§ Work task:
Would you reproduce every line of the material exactly?

----

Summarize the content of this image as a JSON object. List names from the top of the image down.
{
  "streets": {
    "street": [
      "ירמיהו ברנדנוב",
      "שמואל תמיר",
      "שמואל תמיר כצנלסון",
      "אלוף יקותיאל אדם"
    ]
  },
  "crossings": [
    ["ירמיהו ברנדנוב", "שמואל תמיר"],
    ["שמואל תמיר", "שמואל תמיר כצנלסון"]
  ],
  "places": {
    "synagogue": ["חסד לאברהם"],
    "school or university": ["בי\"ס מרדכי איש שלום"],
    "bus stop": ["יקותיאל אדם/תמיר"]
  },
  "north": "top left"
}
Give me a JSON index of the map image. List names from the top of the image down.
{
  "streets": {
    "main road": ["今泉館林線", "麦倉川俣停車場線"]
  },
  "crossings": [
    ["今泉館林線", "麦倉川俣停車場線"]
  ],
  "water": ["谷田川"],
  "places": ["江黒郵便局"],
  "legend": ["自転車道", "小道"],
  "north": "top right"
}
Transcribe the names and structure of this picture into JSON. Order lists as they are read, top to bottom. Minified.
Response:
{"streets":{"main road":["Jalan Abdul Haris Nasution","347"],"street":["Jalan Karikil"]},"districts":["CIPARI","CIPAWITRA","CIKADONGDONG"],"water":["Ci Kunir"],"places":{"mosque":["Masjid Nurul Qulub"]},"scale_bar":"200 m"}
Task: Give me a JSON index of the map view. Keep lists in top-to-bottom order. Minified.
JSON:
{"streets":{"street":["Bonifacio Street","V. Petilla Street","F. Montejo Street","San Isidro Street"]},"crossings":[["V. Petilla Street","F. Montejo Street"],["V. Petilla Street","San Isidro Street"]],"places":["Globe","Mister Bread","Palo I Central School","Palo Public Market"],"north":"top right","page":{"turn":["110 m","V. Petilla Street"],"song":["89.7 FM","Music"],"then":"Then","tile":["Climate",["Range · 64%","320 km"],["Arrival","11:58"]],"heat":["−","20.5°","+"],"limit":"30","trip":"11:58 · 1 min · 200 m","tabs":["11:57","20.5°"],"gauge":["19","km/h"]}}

----

§ Result of the task:
Summarize the content of this image as a JSON object. List names from the top of the image down.
{
  "streets": {
    "street": [
      "ירמיהו ברנדנוב",
      "שמואל תמיר",
      "שמואל תמיר כצנלסון",
      "אלוף יקותיאל אדם"
    ]
  },
  "crossings": [
    ["ירמיהו ברנדנוב", "שמואל תמיר"],
    ["שמואל תמיר", "שמואל תמיר כצנלסון"]
  ],
  "places": {
    "synagogue": ["חסד לאברהם"],
    "school or university": ["בי\"ס מרדכי איש שלום"],
    "bus stop": ["יקותיאל אדם/תמיר"]
  },
  "north": "top left"
}
Give me a JSON index of the map image. List names from the top of the image down.
{
  "streets": {
    "main road": ["今泉館林線", "麦倉川俣停車場線"]
  },
  "crossings": [
    ["今泉館林線", "麦倉川俣停車場線"]
  ],
  "water": ["谷田川"],
  "places": ["江黒郵便局"],
  "legend": ["自転車道", "小道"],
  "north": "top right"
}
Transcribe the names and structure of this picture into JSON. Order lists as they are read, top to bottom. Minified.
Response:
{"streets":{"main road":["Jalan Abdul Haris Nasution","347"],"street":["Jalan Karikil"]},"districts":["CIPARI","CIPAWITRA","CIKADONGDONG"],"water":["Ci Kunir"],"places":{"mosque":["Masjid Nurul Qulub"]},"scale_bar":"200 m"}
Task: Give me a JSON index of the map view. Keep lists in top-to-bottom order. Minified.
JSON:
{"streets":{"street":["Bonifacio Street","V. Petilla Street","F. Montejo Street","San Isidro Street"]},"crossings":[["V. Petilla Street","F. Montejo Street"],["V. Petilla Street","San Isidro Street"]],"places":["Globe","Mister Bread","Palo I Central School","Palo Public Market"],"north":"top right","page":{"turn":["110 m","V. Petilla Street"],"song":["89.7 FM","Music"],"then":"Then","tile":["Climate",["Range · 64%","320 km"],["Arrival","11:58"]],"heat":["−","20.5°","+"],"limit":"30","trip":"11:58 · 1 min · 200 m","tabs":["11:57","20.5°"],"gauge":["19","km/h"]}}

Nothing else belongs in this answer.